What is Debt Settlement? Debt settlement means that either you or a debt settlement company working on your behalf negotiate with each of the companies you owe money to in an effort to get your creditors to accept a portion of what you owe as payment in full.

Usually, a debt settlement firm will have you stop paying your creditors and pay the firm a monthly amount that they will hold until you have enough to make a lump sum payment to pay off a creditor.

The Downside of Debt Settlement

  • Debt settlement can hurt your credit score. While your score may have dropped because you have been making late or incomplete payments, because you stop making payments for a period of time as part of debt settlement, your credit score will take an even bigger hit. Some financial experts warn that settling your debt for less than you owe can also damage your credit score.
  • Fees can be very high. Many debt settlement firms charge an upfront fee plus a percentage of your total debt or of the amount your debt is reduced by.
  • You’ll owe taxes on the debt you don’t have to pay. The difference between what you owe and what you pay through debt settlement is typically considered to be income by the IRS. That means you will have to pay taxes on that amount.
  • Not all debt settlement firms are trustworthy. The industry is not regulated by the federal government and there are scams where firms collect money from you but never settle your debts, so you need to be very careful.
  • Your creditors could sue you. During the period when you stop paying your debts, some creditors may file a lawsuit, garnish your wages, and put liens on your property.

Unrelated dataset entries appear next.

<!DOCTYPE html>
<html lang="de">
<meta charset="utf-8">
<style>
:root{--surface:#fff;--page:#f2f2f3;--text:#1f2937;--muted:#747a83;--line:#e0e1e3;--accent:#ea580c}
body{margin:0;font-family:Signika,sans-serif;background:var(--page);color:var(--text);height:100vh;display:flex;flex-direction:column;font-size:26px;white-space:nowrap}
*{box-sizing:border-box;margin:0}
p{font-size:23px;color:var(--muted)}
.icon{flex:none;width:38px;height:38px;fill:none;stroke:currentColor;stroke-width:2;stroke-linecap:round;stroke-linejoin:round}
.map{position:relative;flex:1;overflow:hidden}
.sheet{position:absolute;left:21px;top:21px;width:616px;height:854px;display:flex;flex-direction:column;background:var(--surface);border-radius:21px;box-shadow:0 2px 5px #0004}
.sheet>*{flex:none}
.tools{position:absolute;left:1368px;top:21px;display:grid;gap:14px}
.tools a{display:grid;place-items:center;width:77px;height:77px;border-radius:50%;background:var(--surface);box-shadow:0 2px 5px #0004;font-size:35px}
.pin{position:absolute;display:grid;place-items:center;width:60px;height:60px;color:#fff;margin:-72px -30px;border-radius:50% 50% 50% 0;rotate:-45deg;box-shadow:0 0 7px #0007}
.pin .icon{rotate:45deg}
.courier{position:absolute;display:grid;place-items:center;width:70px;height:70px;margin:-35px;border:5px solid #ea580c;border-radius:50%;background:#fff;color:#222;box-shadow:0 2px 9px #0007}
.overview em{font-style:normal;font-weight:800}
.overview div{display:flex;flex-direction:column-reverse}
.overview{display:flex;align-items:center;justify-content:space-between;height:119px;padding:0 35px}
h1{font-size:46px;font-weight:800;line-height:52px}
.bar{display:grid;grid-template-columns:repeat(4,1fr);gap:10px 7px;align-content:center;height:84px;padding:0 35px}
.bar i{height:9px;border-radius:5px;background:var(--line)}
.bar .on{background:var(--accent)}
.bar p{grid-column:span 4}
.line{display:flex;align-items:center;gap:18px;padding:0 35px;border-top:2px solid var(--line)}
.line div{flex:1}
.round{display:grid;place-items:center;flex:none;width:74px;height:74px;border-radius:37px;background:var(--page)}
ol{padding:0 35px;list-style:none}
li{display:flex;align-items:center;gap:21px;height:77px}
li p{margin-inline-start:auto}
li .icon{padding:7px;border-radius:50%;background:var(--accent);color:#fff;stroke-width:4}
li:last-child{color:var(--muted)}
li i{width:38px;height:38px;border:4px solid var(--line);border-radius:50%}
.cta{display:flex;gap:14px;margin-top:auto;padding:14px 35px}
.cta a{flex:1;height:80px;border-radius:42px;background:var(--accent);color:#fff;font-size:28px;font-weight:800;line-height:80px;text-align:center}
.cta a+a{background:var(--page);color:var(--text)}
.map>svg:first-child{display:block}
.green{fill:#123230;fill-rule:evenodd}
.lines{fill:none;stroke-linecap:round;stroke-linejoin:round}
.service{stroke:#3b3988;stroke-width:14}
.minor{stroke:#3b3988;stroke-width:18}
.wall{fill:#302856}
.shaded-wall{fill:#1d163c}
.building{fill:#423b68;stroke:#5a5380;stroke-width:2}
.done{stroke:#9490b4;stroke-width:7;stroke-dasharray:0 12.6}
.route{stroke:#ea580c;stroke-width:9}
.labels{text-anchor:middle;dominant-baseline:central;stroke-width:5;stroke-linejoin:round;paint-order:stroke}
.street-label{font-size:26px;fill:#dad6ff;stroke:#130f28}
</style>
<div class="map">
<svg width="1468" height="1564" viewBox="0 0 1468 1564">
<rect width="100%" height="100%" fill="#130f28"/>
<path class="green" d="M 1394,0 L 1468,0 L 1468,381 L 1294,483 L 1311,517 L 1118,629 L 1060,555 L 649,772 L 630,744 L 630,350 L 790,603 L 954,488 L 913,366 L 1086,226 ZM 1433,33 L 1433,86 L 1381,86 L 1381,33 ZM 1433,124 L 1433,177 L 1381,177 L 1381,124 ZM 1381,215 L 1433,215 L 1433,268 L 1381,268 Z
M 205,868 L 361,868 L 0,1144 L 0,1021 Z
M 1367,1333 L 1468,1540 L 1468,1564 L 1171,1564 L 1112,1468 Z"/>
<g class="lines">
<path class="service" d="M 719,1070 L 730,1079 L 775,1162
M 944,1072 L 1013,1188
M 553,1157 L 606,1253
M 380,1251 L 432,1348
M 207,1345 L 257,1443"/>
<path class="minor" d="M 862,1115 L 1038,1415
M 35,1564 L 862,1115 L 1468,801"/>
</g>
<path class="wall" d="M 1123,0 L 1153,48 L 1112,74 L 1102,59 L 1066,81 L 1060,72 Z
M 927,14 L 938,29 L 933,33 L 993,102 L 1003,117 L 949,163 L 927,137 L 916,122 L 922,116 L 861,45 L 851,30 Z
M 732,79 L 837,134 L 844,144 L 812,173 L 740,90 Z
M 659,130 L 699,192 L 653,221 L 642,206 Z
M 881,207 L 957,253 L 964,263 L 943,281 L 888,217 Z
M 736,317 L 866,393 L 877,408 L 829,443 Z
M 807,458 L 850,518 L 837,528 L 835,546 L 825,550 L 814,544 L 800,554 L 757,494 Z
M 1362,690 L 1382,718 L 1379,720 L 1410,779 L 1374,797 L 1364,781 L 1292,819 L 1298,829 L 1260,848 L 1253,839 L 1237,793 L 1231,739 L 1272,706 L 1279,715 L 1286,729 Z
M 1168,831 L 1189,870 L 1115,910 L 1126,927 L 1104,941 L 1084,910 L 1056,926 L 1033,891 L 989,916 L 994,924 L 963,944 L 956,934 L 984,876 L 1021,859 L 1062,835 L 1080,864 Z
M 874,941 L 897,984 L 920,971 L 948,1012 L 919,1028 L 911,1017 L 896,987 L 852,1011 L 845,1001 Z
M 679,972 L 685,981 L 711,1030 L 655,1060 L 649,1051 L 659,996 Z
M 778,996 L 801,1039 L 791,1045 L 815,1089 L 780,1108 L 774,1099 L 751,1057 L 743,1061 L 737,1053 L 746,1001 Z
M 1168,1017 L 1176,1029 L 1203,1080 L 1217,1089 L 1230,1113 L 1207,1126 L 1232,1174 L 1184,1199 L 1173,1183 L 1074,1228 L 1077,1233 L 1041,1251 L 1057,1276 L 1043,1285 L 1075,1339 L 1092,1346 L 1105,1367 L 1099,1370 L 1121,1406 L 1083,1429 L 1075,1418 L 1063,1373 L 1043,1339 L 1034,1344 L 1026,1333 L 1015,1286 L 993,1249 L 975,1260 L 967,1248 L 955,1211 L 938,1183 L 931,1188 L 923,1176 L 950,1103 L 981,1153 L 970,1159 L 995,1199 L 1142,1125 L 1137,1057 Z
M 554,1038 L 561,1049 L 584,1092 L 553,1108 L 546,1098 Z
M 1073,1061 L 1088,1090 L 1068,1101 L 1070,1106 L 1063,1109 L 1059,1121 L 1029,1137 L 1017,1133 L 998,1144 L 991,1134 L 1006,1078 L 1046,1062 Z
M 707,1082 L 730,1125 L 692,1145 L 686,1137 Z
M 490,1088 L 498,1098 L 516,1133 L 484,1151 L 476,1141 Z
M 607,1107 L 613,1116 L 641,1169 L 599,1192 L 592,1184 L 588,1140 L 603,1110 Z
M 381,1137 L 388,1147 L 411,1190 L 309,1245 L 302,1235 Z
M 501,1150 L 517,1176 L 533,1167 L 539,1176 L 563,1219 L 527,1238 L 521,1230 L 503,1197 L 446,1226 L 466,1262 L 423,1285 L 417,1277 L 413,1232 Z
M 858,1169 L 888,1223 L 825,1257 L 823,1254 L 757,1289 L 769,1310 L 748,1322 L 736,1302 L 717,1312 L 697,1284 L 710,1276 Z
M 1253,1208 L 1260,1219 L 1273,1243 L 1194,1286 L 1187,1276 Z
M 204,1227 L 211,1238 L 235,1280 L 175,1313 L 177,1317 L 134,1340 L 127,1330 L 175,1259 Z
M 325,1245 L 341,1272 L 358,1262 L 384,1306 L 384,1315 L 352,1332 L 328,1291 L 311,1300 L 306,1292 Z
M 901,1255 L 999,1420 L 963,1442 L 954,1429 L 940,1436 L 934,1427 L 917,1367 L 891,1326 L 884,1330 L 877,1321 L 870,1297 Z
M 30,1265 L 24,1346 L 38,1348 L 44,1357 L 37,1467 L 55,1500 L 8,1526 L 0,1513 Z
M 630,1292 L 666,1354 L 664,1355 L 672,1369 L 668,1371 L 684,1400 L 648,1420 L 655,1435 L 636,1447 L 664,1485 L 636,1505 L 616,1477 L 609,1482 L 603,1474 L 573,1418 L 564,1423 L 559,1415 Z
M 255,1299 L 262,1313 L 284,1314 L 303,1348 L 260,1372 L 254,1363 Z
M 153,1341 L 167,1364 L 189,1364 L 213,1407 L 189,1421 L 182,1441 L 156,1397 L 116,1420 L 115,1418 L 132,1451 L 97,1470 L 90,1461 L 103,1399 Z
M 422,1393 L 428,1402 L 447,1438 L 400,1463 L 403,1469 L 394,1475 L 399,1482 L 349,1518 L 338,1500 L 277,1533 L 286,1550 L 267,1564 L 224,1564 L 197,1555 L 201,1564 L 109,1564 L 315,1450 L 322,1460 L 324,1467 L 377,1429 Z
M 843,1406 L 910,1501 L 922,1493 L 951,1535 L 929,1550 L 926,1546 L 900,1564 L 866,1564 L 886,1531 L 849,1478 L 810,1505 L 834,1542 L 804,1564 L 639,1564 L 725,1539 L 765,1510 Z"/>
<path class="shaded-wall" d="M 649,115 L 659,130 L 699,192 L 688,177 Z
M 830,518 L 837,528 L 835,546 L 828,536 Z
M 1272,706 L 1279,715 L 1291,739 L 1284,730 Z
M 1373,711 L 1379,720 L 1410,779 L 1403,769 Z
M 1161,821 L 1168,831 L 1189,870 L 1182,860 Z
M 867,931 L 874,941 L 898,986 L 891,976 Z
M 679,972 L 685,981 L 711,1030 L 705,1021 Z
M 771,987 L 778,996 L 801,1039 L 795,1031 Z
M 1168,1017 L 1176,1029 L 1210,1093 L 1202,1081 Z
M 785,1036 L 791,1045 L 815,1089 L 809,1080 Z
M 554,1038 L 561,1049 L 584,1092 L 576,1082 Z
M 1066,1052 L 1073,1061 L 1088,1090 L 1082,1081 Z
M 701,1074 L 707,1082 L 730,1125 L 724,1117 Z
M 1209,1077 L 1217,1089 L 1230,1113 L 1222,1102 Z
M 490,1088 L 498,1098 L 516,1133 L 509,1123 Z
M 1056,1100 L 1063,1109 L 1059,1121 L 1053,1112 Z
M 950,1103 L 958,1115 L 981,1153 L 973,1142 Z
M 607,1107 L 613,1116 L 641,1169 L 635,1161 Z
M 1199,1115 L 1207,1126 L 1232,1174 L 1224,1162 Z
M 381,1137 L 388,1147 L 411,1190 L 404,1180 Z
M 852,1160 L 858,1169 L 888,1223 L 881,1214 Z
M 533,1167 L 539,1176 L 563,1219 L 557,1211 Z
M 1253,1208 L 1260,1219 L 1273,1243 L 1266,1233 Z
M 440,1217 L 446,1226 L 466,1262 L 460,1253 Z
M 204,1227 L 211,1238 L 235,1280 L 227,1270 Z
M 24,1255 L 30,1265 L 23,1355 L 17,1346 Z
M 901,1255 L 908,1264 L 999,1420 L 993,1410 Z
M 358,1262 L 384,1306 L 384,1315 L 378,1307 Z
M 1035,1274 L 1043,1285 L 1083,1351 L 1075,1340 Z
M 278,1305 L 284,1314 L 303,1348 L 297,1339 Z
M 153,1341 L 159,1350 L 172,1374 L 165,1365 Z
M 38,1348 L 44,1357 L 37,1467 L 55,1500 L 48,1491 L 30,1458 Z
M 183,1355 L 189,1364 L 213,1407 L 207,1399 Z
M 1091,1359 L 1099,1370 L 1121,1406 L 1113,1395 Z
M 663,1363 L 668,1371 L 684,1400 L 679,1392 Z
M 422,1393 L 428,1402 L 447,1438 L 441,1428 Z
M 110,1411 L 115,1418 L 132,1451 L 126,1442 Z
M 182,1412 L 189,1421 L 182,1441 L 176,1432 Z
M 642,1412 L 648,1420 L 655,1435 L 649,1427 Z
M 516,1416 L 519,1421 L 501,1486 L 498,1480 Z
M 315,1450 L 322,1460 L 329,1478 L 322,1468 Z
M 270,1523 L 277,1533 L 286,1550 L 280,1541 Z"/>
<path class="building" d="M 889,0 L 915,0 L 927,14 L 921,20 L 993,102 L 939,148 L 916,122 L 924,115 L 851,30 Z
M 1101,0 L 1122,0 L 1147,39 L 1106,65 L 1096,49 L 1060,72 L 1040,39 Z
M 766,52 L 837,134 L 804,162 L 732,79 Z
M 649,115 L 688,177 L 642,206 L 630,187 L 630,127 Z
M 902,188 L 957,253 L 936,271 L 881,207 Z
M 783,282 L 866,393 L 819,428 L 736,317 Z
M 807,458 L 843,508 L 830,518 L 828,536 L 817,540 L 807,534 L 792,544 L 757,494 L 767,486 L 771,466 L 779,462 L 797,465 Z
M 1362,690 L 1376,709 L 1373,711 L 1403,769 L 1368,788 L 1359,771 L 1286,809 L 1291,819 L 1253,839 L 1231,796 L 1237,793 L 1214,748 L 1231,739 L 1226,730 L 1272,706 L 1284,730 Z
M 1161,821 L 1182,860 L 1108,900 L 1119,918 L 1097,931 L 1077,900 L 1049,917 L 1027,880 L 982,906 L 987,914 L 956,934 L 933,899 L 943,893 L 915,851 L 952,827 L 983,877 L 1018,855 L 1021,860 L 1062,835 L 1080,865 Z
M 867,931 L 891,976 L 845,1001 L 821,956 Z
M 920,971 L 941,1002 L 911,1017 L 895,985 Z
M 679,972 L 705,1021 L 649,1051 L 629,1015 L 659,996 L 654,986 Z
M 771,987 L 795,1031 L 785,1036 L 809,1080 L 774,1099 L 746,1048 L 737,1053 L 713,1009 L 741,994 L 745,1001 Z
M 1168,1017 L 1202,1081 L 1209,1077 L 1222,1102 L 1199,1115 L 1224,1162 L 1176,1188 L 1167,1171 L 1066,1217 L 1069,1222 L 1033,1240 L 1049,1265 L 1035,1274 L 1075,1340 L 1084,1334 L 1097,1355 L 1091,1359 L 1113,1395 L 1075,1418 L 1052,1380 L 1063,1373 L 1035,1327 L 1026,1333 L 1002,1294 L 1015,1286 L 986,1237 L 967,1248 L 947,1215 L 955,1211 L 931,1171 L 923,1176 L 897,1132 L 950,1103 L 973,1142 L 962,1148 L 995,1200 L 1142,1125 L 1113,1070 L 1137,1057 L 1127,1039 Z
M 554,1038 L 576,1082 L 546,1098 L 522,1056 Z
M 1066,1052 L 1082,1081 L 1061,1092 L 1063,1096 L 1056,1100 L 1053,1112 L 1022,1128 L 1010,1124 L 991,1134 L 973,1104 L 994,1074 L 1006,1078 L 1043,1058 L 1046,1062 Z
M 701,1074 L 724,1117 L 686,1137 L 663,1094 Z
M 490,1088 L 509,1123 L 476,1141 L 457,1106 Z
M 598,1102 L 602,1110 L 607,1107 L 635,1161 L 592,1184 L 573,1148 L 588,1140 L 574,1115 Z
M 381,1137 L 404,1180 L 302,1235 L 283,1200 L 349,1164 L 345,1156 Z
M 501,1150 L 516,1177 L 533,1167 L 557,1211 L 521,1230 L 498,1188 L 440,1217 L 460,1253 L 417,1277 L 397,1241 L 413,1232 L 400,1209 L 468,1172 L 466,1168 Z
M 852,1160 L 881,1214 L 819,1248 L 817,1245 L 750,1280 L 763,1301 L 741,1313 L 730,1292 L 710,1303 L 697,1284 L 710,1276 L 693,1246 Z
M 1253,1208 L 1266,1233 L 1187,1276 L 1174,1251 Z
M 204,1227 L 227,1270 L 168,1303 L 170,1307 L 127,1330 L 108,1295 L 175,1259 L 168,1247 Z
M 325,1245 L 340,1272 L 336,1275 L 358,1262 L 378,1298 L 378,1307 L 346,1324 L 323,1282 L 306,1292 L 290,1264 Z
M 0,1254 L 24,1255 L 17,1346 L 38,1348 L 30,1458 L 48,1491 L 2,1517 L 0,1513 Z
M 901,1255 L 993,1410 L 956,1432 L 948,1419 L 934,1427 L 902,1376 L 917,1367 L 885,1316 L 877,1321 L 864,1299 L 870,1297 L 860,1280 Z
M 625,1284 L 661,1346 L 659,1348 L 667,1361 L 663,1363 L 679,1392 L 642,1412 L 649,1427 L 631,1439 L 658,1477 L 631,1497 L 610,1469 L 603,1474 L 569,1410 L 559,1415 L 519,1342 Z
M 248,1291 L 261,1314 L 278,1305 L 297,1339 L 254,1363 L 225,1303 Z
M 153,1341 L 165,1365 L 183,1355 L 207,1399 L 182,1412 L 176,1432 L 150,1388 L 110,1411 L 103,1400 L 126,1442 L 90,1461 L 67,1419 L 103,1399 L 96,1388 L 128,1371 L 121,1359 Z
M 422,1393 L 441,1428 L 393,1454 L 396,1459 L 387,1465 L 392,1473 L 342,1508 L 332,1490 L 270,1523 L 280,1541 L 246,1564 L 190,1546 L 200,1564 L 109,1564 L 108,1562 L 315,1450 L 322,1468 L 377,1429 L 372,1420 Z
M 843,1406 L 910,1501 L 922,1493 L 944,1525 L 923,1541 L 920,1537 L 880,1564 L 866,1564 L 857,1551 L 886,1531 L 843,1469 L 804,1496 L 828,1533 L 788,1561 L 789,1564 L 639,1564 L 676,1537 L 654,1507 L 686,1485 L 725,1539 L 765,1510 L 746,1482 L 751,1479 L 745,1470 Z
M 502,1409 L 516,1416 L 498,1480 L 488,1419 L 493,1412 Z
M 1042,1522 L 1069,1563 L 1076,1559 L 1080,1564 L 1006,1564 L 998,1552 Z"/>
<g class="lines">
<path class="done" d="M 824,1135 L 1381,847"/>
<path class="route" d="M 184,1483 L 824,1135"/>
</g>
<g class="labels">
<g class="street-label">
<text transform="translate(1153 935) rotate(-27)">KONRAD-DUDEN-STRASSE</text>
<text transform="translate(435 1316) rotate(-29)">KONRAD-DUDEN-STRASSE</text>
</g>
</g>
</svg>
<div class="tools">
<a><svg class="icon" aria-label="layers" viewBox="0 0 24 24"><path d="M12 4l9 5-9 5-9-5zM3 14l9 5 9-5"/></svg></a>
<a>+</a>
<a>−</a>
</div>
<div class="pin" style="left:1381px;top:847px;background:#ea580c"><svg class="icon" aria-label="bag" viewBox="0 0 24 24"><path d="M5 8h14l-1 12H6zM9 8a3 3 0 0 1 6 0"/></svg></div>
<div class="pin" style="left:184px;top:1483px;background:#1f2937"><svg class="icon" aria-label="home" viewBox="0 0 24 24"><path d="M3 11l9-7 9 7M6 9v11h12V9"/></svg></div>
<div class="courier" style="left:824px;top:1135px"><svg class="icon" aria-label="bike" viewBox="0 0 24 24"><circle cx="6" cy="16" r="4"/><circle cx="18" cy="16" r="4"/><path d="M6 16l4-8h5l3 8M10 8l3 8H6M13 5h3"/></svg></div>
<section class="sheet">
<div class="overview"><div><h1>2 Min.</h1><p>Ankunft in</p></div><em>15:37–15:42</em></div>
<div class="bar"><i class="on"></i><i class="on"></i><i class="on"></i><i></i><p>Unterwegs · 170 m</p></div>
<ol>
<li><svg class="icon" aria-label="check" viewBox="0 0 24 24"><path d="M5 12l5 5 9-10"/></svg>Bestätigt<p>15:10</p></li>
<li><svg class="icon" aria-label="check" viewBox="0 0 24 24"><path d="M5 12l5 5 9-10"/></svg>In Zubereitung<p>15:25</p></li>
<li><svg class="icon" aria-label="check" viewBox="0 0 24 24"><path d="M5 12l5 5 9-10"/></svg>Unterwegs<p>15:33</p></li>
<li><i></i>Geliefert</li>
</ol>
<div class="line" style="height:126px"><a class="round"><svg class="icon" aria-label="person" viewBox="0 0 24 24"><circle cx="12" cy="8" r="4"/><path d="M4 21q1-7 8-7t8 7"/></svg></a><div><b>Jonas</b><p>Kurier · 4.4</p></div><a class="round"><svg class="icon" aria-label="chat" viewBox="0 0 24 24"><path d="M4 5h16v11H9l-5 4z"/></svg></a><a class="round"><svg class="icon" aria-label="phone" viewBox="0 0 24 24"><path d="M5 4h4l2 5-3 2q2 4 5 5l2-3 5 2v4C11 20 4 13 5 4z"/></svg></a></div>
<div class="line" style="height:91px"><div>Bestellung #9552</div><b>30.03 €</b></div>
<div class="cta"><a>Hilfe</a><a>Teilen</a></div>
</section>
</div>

Other Debt Solutions to Consider

  • Debt consolidation can be an option. You take out one loan and use that money to pay back all your other debts. You then make one payment per month on that loan, rather than juggling multiple payments from many creditors. In some cases, the interest rate on the debt consolidation loan is lower than it was on your individual debts, which can save you money in the long run
  • Ask your creditors to lower your interest rate. If you can afford to make at least the minimum payment on your debts, contact each creditor and ask for a lower interest rate or see if they have any options to help customers who are struggling with their debts.
  • Borrow from savings or family. If you have a 401(k) or IRA, there are some situations where you can borrow money from those accounts, but be sure to find out what the tax consequences and fees are. Family members may also be willing to lend you money to help you get out of debt.